- _Problem description_
Output the records precisely as they stand. Pictures are to be skipped.

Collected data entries
Start of Block

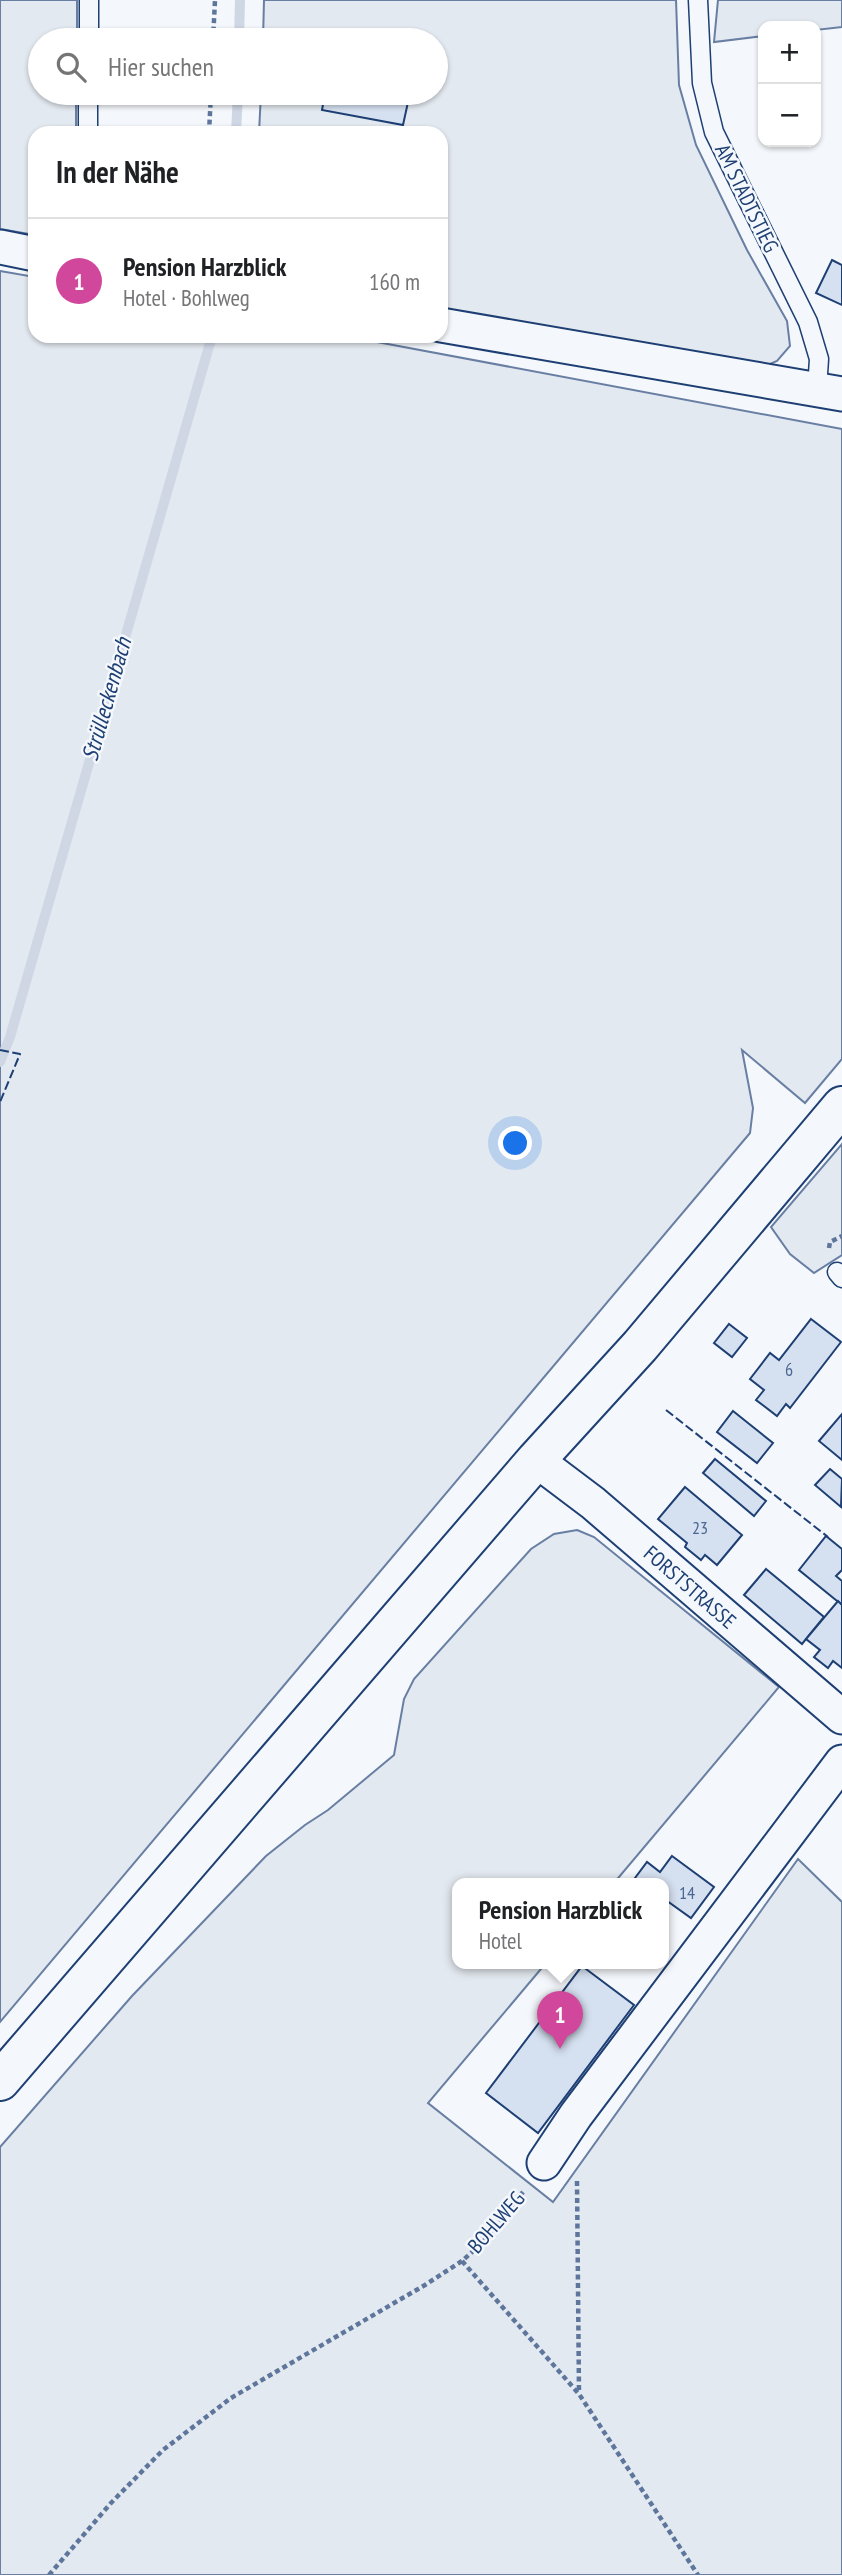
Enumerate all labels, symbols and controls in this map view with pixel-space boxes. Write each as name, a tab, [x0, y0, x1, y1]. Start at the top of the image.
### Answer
map controls	[758, 21, 821, 147]
button: +	[758, 21, 821, 84]
search box	[28, 28, 448, 105]
icon: search	[52, 48, 90, 86]
text: Hier suchen	[108, 50, 214, 83]
button: −	[758, 84, 821, 147]
street label: AM STADTSTIEG	[709, 139, 785, 257]
text: In der Nähe	[56, 152, 179, 191]
text: Pension Harzblick	[123, 250, 287, 283]
text: 1	[74, 267, 85, 296]
text: 160 m	[369, 267, 420, 296]
text: Hotel · Bohlweg	[123, 283, 250, 312]
water label: Strülleckenbach	[75, 632, 138, 764]
your location	[498, 1126, 532, 1160]
house number: 6	[785, 1358, 793, 1381]
house number: 23	[692, 1516, 708, 1539]
street label: FORSTSTRASSE	[638, 1540, 742, 1634]
popup	[452, 1878, 669, 1969]
house number: 14	[679, 1881, 695, 1904]
text: Pension Harzblick	[479, 1893, 642, 1926]
text: Hotel	[479, 1926, 522, 1955]
pin: 1	[537, 1991, 583, 2049]
street label: BOHLWEG	[462, 2185, 530, 2259]

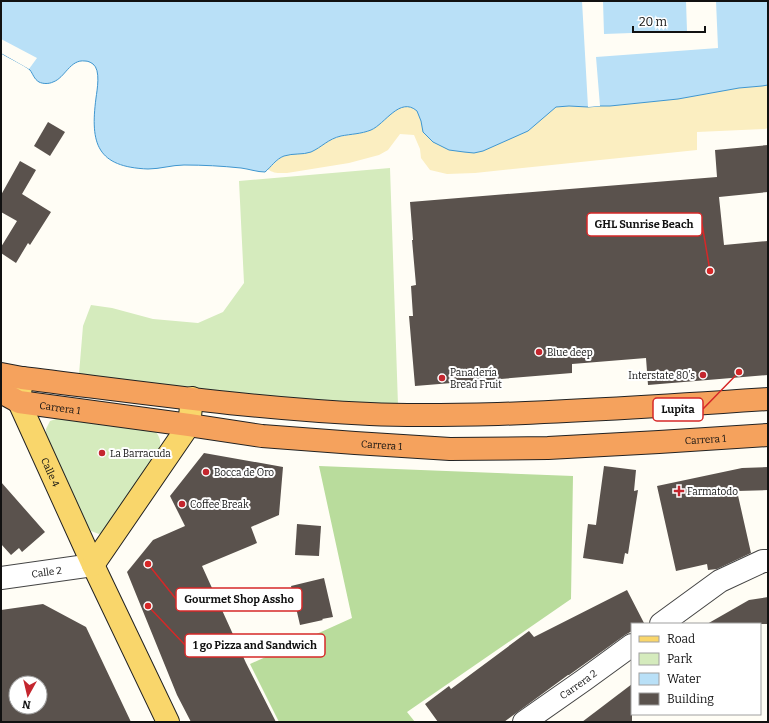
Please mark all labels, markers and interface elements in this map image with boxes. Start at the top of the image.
scale bar [633,8,705,34]
text: 20 m [639,15,668,29]
callout: GHL Sunrise Beach [587,213,702,236]
text: GHL Sunrise Beach [594,218,694,231]
marker: Blue deep [534,347,544,357]
place label: Blue deep [547,347,593,359]
place label: Panadería Bread Fruit [450,366,502,391]
place label: Interstate 80's [628,370,695,382]
marker: Interstate 80's [698,370,708,380]
marker: Panadería Bread Fruit [437,373,447,383]
callout: Lupita [653,398,703,421]
street label: Carrera 1 [39,400,81,417]
text: Lupita [661,403,696,416]
street label: Carrera 1 [684,433,726,447]
street label: Carrera 1 [361,438,403,453]
marker: La Barracuda [97,448,107,458]
place label: La Barracuda [110,448,171,460]
street label: Calle 4 [38,456,62,489]
marker: Bocca de Oro [201,467,211,477]
place label: Bocca de Oro [214,467,274,479]
marker: Farmatodo [674,486,684,496]
place label: Farmatodo [687,486,738,498]
marker: Coffee Break [177,499,187,509]
place label: Coffee Break [190,499,249,511]
street label: Calle 2 [31,564,63,581]
callout: Gourmet Shop Assho [176,588,302,611]
text: Gourmet Shop Assho [184,593,294,606]
legend [631,623,761,715]
text: Road [667,632,695,646]
callout: 1 go Pizza and Sandwich [185,634,325,657]
text: 1 go Pizza and Sandwich [193,639,317,652]
text: Park [667,652,693,666]
street label: Carrera 2 [558,668,600,702]
text: Water [667,672,702,686]
north arrow [8,675,48,715]
text: Building [667,692,714,706]
text: N [21,697,32,711]

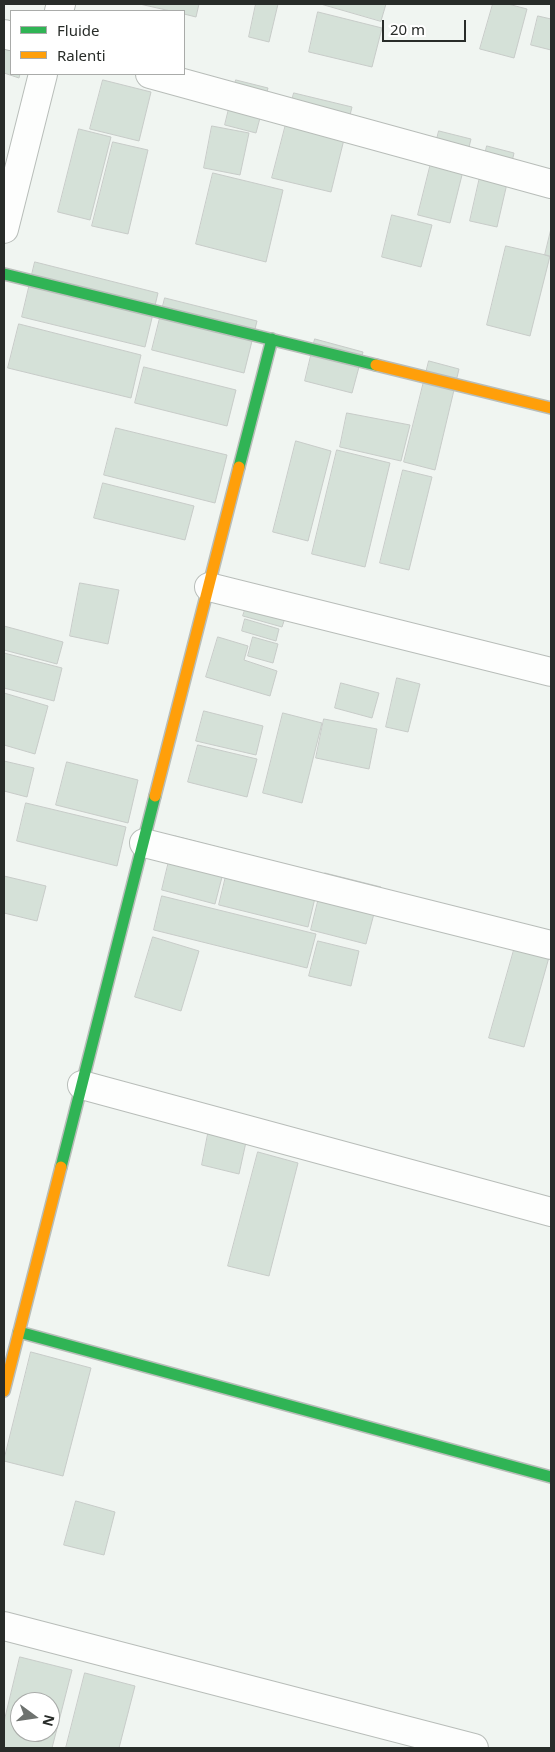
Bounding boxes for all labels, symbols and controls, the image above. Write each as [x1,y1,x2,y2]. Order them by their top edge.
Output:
legend [10,10,185,75]
scale bar [385,10,469,42]
text: 20 m [390,19,425,39]
text: Fluide [57,20,99,40]
text: Ralenti [57,45,106,65]
north arrow [10,1692,60,1742]
text: N [38,1713,60,1728]

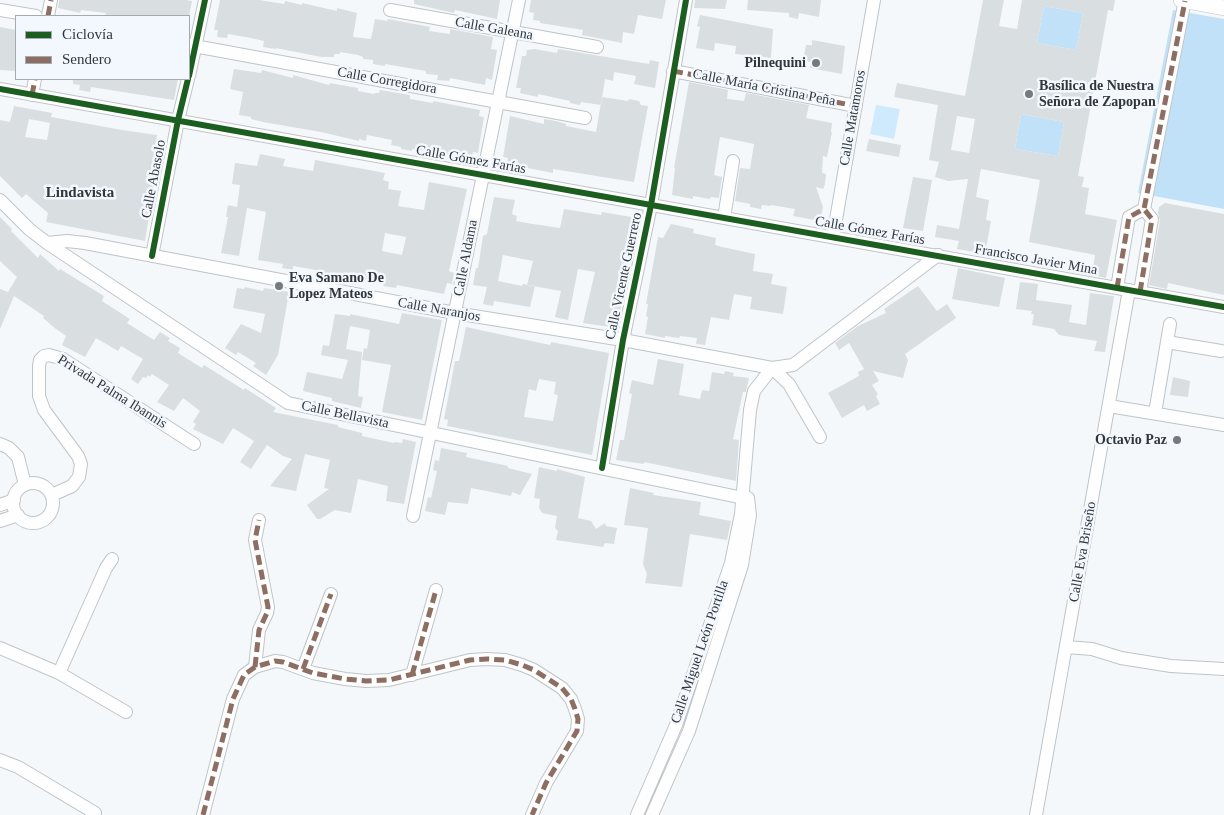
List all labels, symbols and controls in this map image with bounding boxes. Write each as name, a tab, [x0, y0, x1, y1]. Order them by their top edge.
street label: Calle Galeana	[454, 14, 534, 44]
legend	[15, 15, 190, 80]
text: Ciclovía	[62, 26, 113, 42]
text: Sendero	[62, 51, 111, 67]
place label: Pilnequini	[745, 55, 806, 71]
marker: Pilnequini	[810, 57, 822, 69]
street label: Calle Corregidora	[336, 64, 438, 98]
street label: Calle María Cristina Peña	[691, 66, 837, 110]
street label: Calle Matamoros	[836, 69, 870, 167]
place label: Basílica de Nuestra Señora de Zapopan	[1039, 78, 1156, 110]
marker: Basílica de Nuestra Señora de Zapopan	[1023, 88, 1035, 100]
street label: Calle Abasolo	[138, 138, 170, 220]
street label: Calle Gómez Farías	[415, 142, 527, 178]
district label: Lindavista	[46, 184, 114, 202]
street label: Calle Vicente Guerrero	[602, 211, 646, 341]
street label: Calle Gómez Farías	[814, 213, 926, 249]
street label: Calle Aldama	[450, 218, 482, 298]
street label: Francisco Javier Mina	[973, 241, 1099, 279]
place label: Eva Samano De Lopez Mateos	[289, 270, 384, 302]
marker: Eva Samano De Lopez Mateos	[273, 280, 285, 292]
street label: Calle Naranjos	[396, 294, 482, 326]
street label: Privada Palma Ibannis	[54, 351, 170, 433]
street label: Calle Bellavista	[300, 398, 390, 432]
place label: Octavio Paz	[1095, 432, 1167, 448]
marker: Octavio Paz	[1171, 434, 1183, 446]
street label: Calle Eva Briseño	[1066, 500, 1100, 604]
street label: Calle Miguel León Portilla	[668, 578, 732, 726]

End of Block

- _Output of the task_
Enumerate all labels, symbols and controls in this map view with pixel-space boxes. Write each as name, a tab, [x0, y0, x1, y1]. Start at the top of the image.
### Answer
map controls	[758, 21, 821, 147]
button: +	[758, 21, 821, 84]
search box	[28, 28, 448, 105]
icon: search	[52, 48, 90, 86]
text: Hier suchen	[108, 50, 214, 83]
button: −	[758, 84, 821, 147]
street label: AM STADTSTIEG	[709, 139, 785, 257]
text: In der Nähe	[56, 152, 179, 191]
text: Pension Harzblick	[123, 250, 287, 283]
text: 1	[74, 267, 85, 296]
text: 160 m	[369, 267, 420, 296]
text: Hotel · Bohlweg	[123, 283, 250, 312]
water label: Strülleckenbach	[75, 632, 138, 764]
your location	[498, 1126, 532, 1160]
house number: 6	[785, 1358, 793, 1381]
house number: 23	[692, 1516, 708, 1539]
street label: FORSTSTRASSE	[638, 1540, 742, 1634]
popup	[452, 1878, 669, 1969]
house number: 14	[679, 1881, 695, 1904]
text: Pension Harzblick	[479, 1893, 642, 1926]
text: Hotel	[479, 1926, 522, 1955]
pin: 1	[537, 1991, 583, 2049]
street label: BOHLWEG	[462, 2185, 530, 2259]

Please mark all labels, markers and interface elements in this map image with boxes. Start at the top of the image.
scale bar [633,8,705,34]
text: 20 m [639,15,668,29]
callout: GHL Sunrise Beach [587,213,702,236]
text: GHL Sunrise Beach [594,218,694,231]
marker: Blue deep [534,347,544,357]
place label: Blue deep [547,347,593,359]
place label: Panadería Bread Fruit [450,366,502,391]
place label: Interstate 80's [628,370,695,382]
marker: Interstate 80's [698,370,708,380]
marker: Panadería Bread Fruit [437,373,447,383]
callout: Lupita [653,398,703,421]
street label: Carrera 1 [39,400,81,417]
text: Lupita [661,403,696,416]
street label: Carrera 1 [684,433,726,447]
street label: Carrera 1 [361,438,403,453]
marker: La Barracuda [97,448,107,458]
place label: La Barracuda [110,448,171,460]
street label: Calle 4 [38,456,62,489]
marker: Bocca de Oro [201,467,211,477]
place label: Bocca de Oro [214,467,274,479]
marker: Farmatodo [674,486,684,496]
place label: Farmatodo [687,486,738,498]
marker: Coffee Break [177,499,187,509]
place label: Coffee Break [190,499,249,511]
street label: Calle 2 [31,564,63,581]
callout: Gourmet Shop Assho [176,588,302,611]
text: Gourmet Shop Assho [184,593,294,606]
legend [631,623,761,715]
text: Road [667,632,695,646]
callout: 1 go Pizza and Sandwich [185,634,325,657]
text: 1 go Pizza and Sandwich [193,639,317,652]
text: Park [667,652,693,666]
street label: Carrera 2 [558,668,600,702]
text: Water [667,672,702,686]
north arrow [8,675,48,715]
text: Building [667,692,714,706]
text: N [21,697,32,711]

Bounding boxes for all labels, symbols and controls, the image above. Write each as [x1,y1,x2,y2]. Order them by their top edge.
Output:
legend [10,10,185,75]
scale bar [385,10,469,42]
text: 20 m [390,19,425,39]
text: Fluide [57,20,99,40]
text: Ralenti [57,45,106,65]
north arrow [10,1692,60,1742]
text: N [38,1713,60,1728]

List all labels, symbols and controls in this map image with bounding boxes. Write each as name, a tab, [x0, y0, x1, y1]. Order them by their top edge.
street label: Calle Galeana	[454, 14, 534, 44]
legend	[15, 15, 190, 80]
text: Ciclovía	[62, 26, 113, 42]
text: Sendero	[62, 51, 111, 67]
place label: Pilnequini	[745, 55, 806, 71]
marker: Pilnequini	[810, 57, 822, 69]
street label: Calle Corregidora	[336, 64, 438, 98]
street label: Calle María Cristina Peña	[691, 66, 837, 110]
street label: Calle Matamoros	[836, 69, 870, 167]
place label: Basílica de Nuestra Señora de Zapopan	[1039, 78, 1156, 110]
marker: Basílica de Nuestra Señora de Zapopan	[1023, 88, 1035, 100]
street label: Calle Abasolo	[138, 138, 170, 220]
street label: Calle Gómez Farías	[415, 142, 527, 178]
district label: Lindavista	[46, 184, 114, 202]
street label: Calle Vicente Guerrero	[602, 211, 646, 341]
street label: Calle Gómez Farías	[814, 213, 926, 249]
street label: Calle Aldama	[450, 218, 482, 298]
street label: Francisco Javier Mina	[973, 241, 1099, 279]
place label: Eva Samano De Lopez Mateos	[289, 270, 384, 302]
marker: Eva Samano De Lopez Mateos	[273, 280, 285, 292]
street label: Calle Naranjos	[396, 294, 482, 326]
street label: Privada Palma Ibannis	[54, 351, 170, 433]
street label: Calle Bellavista	[300, 398, 390, 432]
place label: Octavio Paz	[1095, 432, 1167, 448]
marker: Octavio Paz	[1171, 434, 1183, 446]
street label: Calle Eva Briseño	[1066, 500, 1100, 604]
street label: Calle Miguel León Portilla	[668, 578, 732, 726]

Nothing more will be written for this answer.